First reported by Bloomberg, the subpoenas were sent on Dec. 6 to virtual-currency venue Bitfinex and Tether, according to a person familiar with the matter, who asked not to be identified discussing private information. The firms share the same chief executive officer. This investigation arose because of recent questions regarding Tether’s financial stability.
Tether has become one of the more widely used tokens in the crypto space, having a market cap of 110 billion Php as of this writing. It prides itself as a good substitute for fiat, because each coin is attached to a dollar in a ratio of 1:1 (1 Tether = 1 Dollar).
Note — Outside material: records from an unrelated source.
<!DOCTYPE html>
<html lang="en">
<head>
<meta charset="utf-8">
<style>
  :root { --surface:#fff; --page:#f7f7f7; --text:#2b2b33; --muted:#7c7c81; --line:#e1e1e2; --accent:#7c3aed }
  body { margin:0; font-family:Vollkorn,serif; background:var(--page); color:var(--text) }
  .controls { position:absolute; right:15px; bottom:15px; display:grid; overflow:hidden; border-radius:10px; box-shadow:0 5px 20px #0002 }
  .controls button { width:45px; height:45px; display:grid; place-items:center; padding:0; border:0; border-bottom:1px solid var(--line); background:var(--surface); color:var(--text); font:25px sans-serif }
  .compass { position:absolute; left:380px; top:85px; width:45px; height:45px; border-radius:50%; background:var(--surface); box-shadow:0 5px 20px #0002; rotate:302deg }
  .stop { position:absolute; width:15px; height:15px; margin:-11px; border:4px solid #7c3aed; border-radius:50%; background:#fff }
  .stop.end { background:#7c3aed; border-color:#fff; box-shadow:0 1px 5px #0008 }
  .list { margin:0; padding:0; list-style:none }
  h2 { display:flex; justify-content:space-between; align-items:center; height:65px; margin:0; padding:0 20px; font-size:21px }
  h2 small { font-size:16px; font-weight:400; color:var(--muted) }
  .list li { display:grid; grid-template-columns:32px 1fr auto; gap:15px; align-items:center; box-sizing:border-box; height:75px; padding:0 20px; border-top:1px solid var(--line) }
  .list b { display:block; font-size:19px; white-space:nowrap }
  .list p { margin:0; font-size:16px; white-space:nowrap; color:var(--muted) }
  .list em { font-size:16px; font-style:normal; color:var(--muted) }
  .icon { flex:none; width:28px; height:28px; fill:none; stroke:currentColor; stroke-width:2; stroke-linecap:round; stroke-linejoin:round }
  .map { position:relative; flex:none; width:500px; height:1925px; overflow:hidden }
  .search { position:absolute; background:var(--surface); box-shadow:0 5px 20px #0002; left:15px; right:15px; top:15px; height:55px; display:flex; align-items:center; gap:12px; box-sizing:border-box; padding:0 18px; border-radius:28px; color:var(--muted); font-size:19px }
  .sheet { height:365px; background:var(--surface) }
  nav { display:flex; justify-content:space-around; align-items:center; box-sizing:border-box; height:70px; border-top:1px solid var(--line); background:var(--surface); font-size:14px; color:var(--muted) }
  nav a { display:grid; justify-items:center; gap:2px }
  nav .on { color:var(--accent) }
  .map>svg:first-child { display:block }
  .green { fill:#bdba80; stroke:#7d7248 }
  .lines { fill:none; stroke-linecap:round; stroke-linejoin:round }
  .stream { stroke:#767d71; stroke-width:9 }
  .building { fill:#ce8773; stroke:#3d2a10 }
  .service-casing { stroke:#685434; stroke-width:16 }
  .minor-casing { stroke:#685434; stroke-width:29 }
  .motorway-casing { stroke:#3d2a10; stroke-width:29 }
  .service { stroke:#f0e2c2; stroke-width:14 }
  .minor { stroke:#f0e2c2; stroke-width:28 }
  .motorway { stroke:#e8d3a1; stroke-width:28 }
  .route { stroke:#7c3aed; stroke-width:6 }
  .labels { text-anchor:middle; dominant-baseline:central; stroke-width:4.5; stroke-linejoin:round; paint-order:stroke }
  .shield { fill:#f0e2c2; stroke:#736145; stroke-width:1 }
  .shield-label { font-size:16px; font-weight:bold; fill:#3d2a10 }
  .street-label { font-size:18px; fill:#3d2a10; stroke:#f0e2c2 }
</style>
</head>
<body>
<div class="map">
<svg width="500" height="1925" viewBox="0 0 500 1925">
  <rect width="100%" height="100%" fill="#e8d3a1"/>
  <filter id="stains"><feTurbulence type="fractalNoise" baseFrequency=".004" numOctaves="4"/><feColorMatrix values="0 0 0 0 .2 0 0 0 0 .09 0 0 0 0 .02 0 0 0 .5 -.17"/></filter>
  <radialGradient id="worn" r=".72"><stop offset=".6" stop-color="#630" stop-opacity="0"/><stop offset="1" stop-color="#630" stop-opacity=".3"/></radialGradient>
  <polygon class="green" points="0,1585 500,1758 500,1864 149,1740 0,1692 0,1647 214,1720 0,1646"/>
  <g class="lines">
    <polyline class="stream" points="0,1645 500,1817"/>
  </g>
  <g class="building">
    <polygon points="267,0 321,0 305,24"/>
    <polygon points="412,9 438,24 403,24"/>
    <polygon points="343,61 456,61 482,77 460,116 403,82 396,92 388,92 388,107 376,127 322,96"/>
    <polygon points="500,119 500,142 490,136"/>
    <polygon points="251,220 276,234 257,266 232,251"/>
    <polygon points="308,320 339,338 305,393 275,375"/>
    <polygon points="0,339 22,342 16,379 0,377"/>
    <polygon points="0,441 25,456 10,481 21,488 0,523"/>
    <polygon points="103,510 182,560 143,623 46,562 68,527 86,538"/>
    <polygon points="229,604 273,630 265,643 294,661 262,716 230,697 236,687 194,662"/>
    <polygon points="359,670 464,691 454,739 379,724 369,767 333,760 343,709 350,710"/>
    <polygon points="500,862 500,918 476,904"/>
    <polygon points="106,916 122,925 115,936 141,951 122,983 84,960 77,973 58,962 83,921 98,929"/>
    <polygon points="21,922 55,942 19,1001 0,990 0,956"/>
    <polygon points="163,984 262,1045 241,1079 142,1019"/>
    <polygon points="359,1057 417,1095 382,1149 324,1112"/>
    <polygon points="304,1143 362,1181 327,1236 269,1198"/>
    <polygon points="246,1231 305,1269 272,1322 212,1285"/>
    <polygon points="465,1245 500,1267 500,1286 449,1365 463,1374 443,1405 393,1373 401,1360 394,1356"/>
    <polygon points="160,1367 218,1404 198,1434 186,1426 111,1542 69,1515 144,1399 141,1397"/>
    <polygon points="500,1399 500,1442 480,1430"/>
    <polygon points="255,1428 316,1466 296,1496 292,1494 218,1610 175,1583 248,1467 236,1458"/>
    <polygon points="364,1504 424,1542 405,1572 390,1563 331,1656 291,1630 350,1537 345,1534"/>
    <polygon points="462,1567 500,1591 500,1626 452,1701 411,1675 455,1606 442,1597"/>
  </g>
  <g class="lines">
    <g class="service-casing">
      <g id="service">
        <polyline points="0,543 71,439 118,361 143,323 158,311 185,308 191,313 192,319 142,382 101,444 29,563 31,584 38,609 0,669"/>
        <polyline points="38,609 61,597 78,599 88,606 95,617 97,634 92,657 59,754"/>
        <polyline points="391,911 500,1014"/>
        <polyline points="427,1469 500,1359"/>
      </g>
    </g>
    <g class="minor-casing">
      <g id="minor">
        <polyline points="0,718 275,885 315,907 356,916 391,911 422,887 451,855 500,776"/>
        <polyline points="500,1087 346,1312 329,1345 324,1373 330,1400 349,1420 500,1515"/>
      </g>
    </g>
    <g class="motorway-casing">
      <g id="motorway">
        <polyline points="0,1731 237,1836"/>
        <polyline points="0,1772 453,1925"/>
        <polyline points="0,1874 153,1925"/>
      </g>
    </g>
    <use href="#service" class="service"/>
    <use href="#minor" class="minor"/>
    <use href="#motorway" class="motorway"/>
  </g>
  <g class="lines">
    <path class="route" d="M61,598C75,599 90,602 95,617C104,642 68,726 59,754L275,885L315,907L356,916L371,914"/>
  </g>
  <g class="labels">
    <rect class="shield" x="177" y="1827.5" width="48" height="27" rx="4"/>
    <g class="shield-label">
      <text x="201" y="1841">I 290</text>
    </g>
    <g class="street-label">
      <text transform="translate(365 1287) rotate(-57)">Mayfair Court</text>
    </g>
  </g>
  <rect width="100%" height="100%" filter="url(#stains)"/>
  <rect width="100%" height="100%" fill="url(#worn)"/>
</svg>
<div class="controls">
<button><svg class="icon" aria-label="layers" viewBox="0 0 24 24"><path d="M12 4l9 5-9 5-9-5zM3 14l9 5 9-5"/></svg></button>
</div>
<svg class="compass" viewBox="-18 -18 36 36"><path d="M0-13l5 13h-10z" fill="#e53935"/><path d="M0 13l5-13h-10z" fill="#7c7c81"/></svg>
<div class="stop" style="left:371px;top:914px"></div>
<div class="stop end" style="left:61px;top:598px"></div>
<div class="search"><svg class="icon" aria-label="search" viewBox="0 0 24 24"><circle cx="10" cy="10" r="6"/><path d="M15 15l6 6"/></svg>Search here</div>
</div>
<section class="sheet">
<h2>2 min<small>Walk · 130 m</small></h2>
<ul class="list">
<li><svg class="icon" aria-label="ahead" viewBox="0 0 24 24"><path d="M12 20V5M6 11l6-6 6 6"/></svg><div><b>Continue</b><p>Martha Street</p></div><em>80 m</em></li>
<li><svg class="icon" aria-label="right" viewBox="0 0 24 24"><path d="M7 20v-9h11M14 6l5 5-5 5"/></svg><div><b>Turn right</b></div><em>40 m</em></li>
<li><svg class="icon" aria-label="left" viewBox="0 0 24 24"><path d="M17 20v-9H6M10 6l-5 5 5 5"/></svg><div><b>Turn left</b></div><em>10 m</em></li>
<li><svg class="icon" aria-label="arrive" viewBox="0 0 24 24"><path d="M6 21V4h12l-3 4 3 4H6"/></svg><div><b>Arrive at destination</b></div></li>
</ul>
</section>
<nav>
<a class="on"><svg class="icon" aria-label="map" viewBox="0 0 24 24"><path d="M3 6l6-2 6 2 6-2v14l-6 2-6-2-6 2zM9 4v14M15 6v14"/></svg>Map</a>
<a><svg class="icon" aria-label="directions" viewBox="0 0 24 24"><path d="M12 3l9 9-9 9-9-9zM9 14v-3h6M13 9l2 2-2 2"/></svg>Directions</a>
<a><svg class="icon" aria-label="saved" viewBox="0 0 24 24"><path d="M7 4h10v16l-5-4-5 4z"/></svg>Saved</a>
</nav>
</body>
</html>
Recently, people doubt whether that really is the case. As Bloomberg reports. “While Tether has said all of its coins are backed by U.S. dollars held in reserve, the company has yet to provide conclusive evidence of its holdings to the public or have its accounts audited.” Skeptics have questioned whether the money is really there.
In the past month alone, over $1 billion of tethers have been issued. If Tether doesn’t hold a corresponding amount in its bank, the whole house of cards could come tumbling down, destroyed by a changeling swaddled in the mantle of the US dollar.
Tether always claimed that its “reserve holdings are published daily and subject to frequent professional audits,” but no such audit has been forthcoming, and the company severed ties with its auditing firm, Friedman LLP, on Monday.
Because of the subpoena news, Bitcoin crashed below $10,000, or 500,000 Php in a few hours. Whether the accusations are true or not, people in the community generally agree: better now than never, because if Tether is found to be not fully backed by fiat, we can avoid a market crash of even greater magnitude.